ANZ-100 is a live-attenuated Lm strain (Lm ΔactA/ΔinlB). Uptake by phagocytes in the liver results in local inflammatory responses, and activation and recruitment of NK and T cells, in association with increased survival of mice bearing hepatic metastases. The Lm ΔactA/ΔinlB strain, engineered to express human mesothelin (CRS-207), a tumor-associated antigen expressed by a variety of tumors, induces mesothelin-specific T cell responses against mesothelin-expressing murine tumors.

These two Phase 1 studies test ANZ-100 and CRS-207 in subjects with liver metastases and mesothelin-expressing cancers, respectively.

EXPERIMENTAL DESIGN: A single intravenous injection of ANZ-100 was evaluated in a dose escalation study in subjects with liver metastases. Nine subjects received 1x10(6), 3x10(7), or 3x10(8) colony forming units [cfu]. CRS-207 was evaluated in a dose-escalation study in subjects with mesothelioma, lung, pancreatic or ovarian cancers. 17 subjects received up to 4 doses of 1x10(8), 3x10(8), 1x10(9), or 1x10(10) cfu.

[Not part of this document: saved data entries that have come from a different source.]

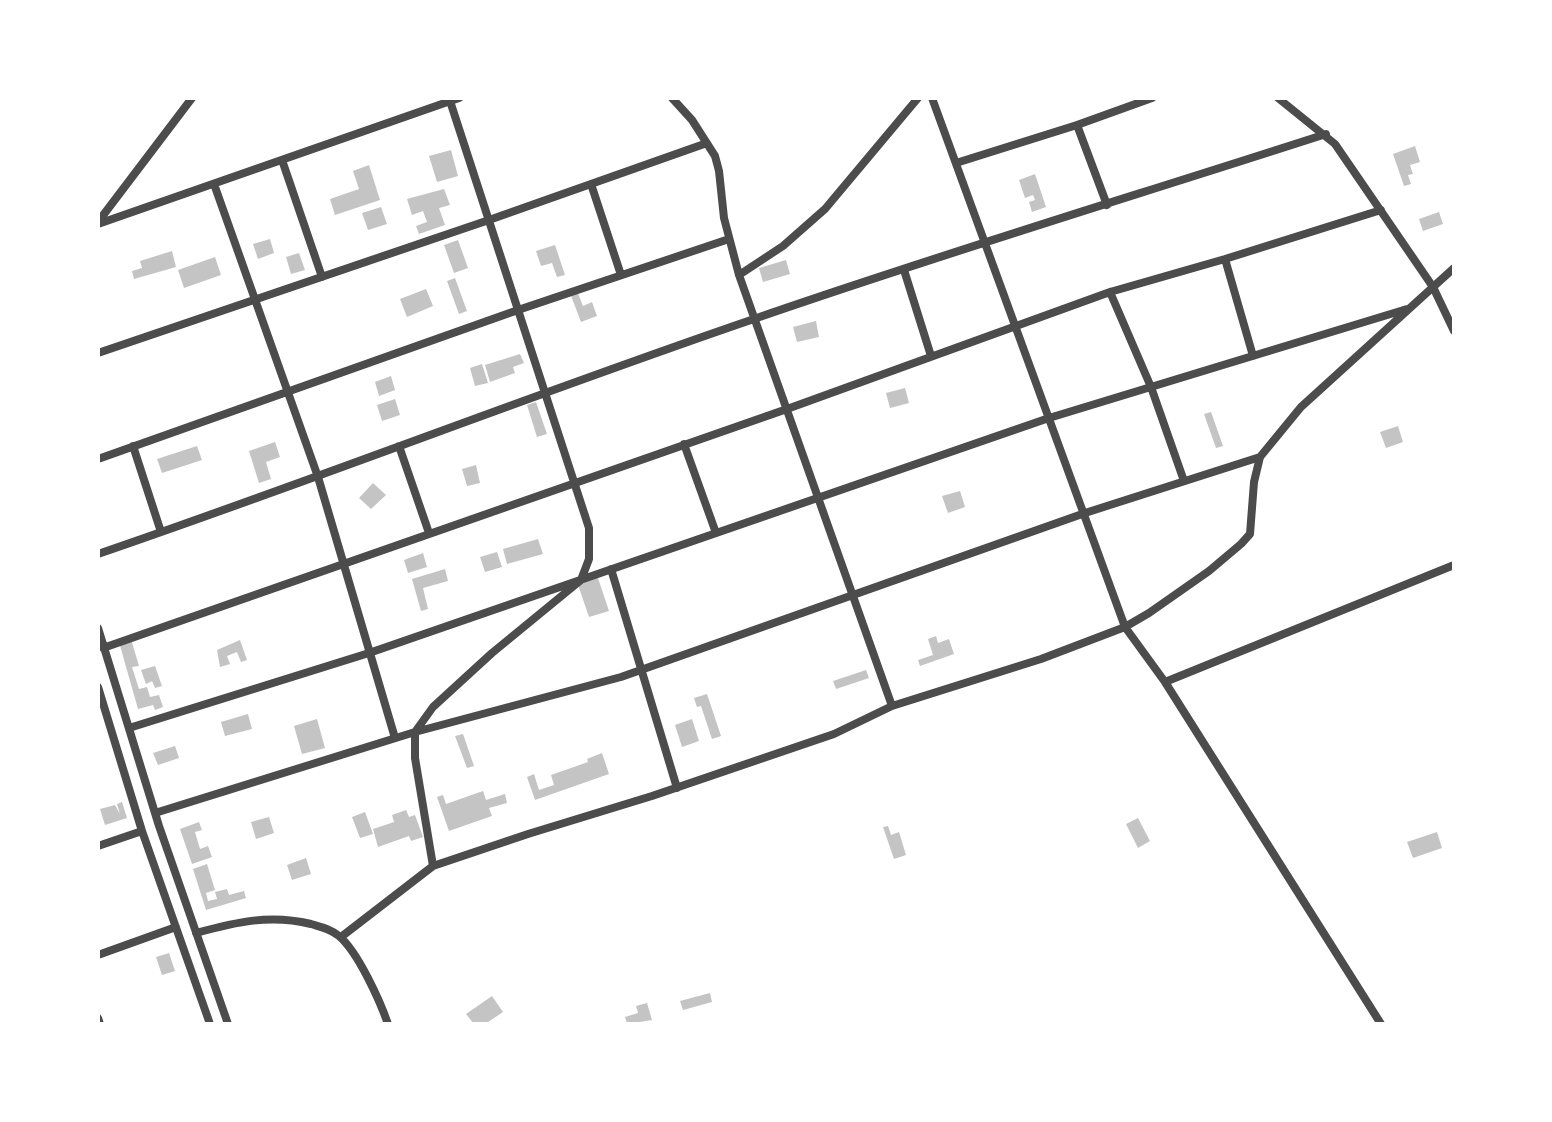 <!DOCTYPE html>
<html>
<head>
<meta charset="utf-8">
<style>
	body { margin:0 }
	#map { position:relative; width:1552px; height:1122px; overflow:hidden; background:#fff; font-family:Ubuntu,sans-serif }
	canvas { display:block }
	.frame { position:absolute; inset:0; border:100px solid #fff; pointer-events:none }
</style>
</head>
<body>
<div id="map">
<canvas width="1552" height="1122"></canvas>
<div class="frame"></div>
</div>
<script>
const g = document.querySelector('canvas').getContext('2d');
g.lineJoin = 'round';
function paint(path, color) {
  g.fillStyle = color;
  g.fill(path, 'evenodd');
}
function stroke(path, color, width, dash) {
  g.strokeStyle = color;
  g.lineWidth = width;
  g.lineCap = dash ? 'butt' : 'round';
  g.setLineDash(dash || []);
  g.stroke(path);
}
paint(new Path2D(`
	M1415,146L1420,162L1410,165L1413,174L1408,175L1411,184L1404,186L1393,154Z
	M451,150L458,176L437,182L429,156Z
	M369,165L380,200L335,215L330,199L359,189L353,171Z
	M1035,174L1046,207L1032,212L1029,202L1035,200L1033,195L1025,198L1019,180Z
	M444,189L450,205L439,208L445,225L419,234L416,226L427,222L423,211L412,215L407,199Z
	M381,207L387,224L368,230L362,213Z
	M1439,212L1443,224L1423,231L1419,219Z
	M270,239L274,253L258,259L253,244Z
	M458,240L468,268L454,273L444,245Z
	M555,245L565,275L557,277L552,263L541,266L536,251Z
	M172,251L176,267L134,279L132,271L142,268L140,261Z
	M299,253L305,270L291,274L286,257Z
	M215,257L221,275L184,288L178,270Z
	M786,260L790,274L763,282L759,268Z
	M455,278L467,311L459,314L447,281Z
	M426,289L433,306L407,317L400,299Z
	M577,291L583,306L592,302L597,316L581,322L570,293Z
	M816,321L819,337L797,342L793,327Z
	M520,354L524,363L513,367L515,373L490,382L485,365Z
	M482,364L488,383L475,386L470,368Z
	M391,376L395,390L379,396L375,382Z
	M905,388L909,403L890,408L886,393Z
	M395,399L400,415L382,421L377,405Z
	M536,402L547,434L537,437L527,405Z
	M1211,412L1223,446L1216,448L1204,414Z
	M1398,426L1403,442L1386,448L1380,432Z
	M275,442L280,457L266,462L271,479L259,483L249,451Z
	M197,446L202,460L162,473L157,459Z
	M476,465L480,483L467,486L462,469Z
	M373,483L386,495L371,509L359,498Z
	M960,491L965,507L948,513L942,496Z
	M538,539L543,554L507,564L503,549Z
	M497,552L502,567L485,572L480,557Z
	M423,553L427,567L408,573L404,560Z
	M445,569L448,581L423,588L428,609L421,611L412,579Z
	M597,575L609,611L589,617L577,582Z
	M936,636L938,643L949,639L954,654L920,666L918,660L933,655L928,639Z
	M131,639L139,666L132,667L139,689L147,687L150,697L159,695L163,707L155,710L153,705L138,709L119,642Z
	M240,640L247,660L241,662L237,652L227,656L230,664L220,667L217,650Z
	M155,666L162,686L155,688L152,681L146,684L141,670Z
	M866,670L869,678L836,689L833,681Z
	M707,694L721,736L712,739L701,706L697,707L694,698Z
	M248,714L252,729L225,736L221,722Z
	M317,719L325,748L302,754L294,726Z
	M692,719L699,741L682,747L675,725Z
	M463,734L474,766L467,768L455,736Z
	M175,746L179,758L158,765L153,753Z
	M602,753L609,774L535,800L527,777L534,774L539,790L554,785L551,775L588,762L587,759Z
	M483,791L486,800L505,794L507,803L489,808L492,816L449,831L437,797L443,795L446,804Z
	M122,802L127,818L105,825L100,809L115,805L120,814L117,804Z
	M406,810L409,817L415,815L423,837L411,841L409,836L378,847L373,829L394,822L392,815Z
	M365,812L373,834L360,838L352,817Z
	M269,817L274,833L256,839L251,822Z
	M1138,818L1150,841L1138,848L1126,824Z
	M199,822L202,830L195,832L200,849L208,846L212,857L192,864L180,829Z
	M888,826L891,835L899,832L906,855L894,859L883,827Z
	M1437,832L1442,848L1413,858L1407,842Z
	M306,858L311,874L292,880L287,865Z
	M207,864L215,890L206,893L208,901L217,899L215,892L227,889L229,895L244,891L246,898L206,910L193,869Z
	M169,953L175,971L162,975L156,957Z
	M710,993L712,1002L683,1010L680,1001Z
	M492,996L503,1012L485,1024H474L466,1014Z
	M647,1003L652,1020L627,1024L625,1017L638,1013L636,1006Z`), '#c4c4c4');
stroke(new Path2D(`
	M672,98L692,120L715,156L719,171L724,218L739,275L892,706
	M932,98L1125,627L1165,682L1381,1024
	M1278,98L1335,144L1433,287L1454,331
	M1077,125L1107,205
	M282,160L322,277
	M956,163L1077,125L1152,98
	M214,184L318,477L395,738
	M591,184L621,275
	M98,222L192,98
	M98,224L459,98
	M1225,259L1253,356
	M904,270L931,356
	M739,275L783,246L825,209L918,98
	M1110,292L1151,387L1184,481
	M98,353L489,220L707,143
	M684,444L716,533
	M133,446L161,532
	M399,446L429,533
	M98,459L518,310L729,239
	M98,554C317,479 532,395 751,320C941,254 1134,196 1326,134
	M611,569L677,788
	M98,628L159,826L228,1024
	M103,648L787,409L1110,292L1225,259L1381,210
	M1165,682L1454,565
	M98,687L142,831L210,1024
	M129,728L369,653L1049,418L1407,309
	M155,813L415,732L621,677L1085,513L1260,457
	M98,846L142,831
	M433,866L415,758V732L433,707L492,653L581,580L589,559V528L450,101L447,98
	M196,933C236,922 270,914 311,924C321,927 331,929 339,936C358,952 380,1001 388,1024
	M341,937L433,866L528,834L652,796L834,734L892,706L1041,659L1125,627L1149,613L1209,571L1241,544L1250,534L1254,482L1260,457L1301,407L1454,268
	M98,955L176,927
	M98,1018L100,1024`), '#4c4c4c', 8);
</script>
</body>
</html>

RESULTS: A single infusion of ANZ-100 was well tolerated to the maximum planned dose. Adverse events included transient laboratory abnormalities and symptoms associated with cytokine release. Multiple infusions of CRS-207 were well tolerated up to 1x10(9) cfu, the determined maximum tolerated dose. Immune activation was observed for both ANZ-100 and CRS-207 as measured by serum cytokine/chemokine levels and NK cell activation. In the CRS-207 study, Listeriolysin O and mesothelin-specific T cell responses were detected and 37% of subjects lived > 15 months.

CONCLUSIONS: ANZ-100 and CRS-207 administration was safe and resulted in immune activation.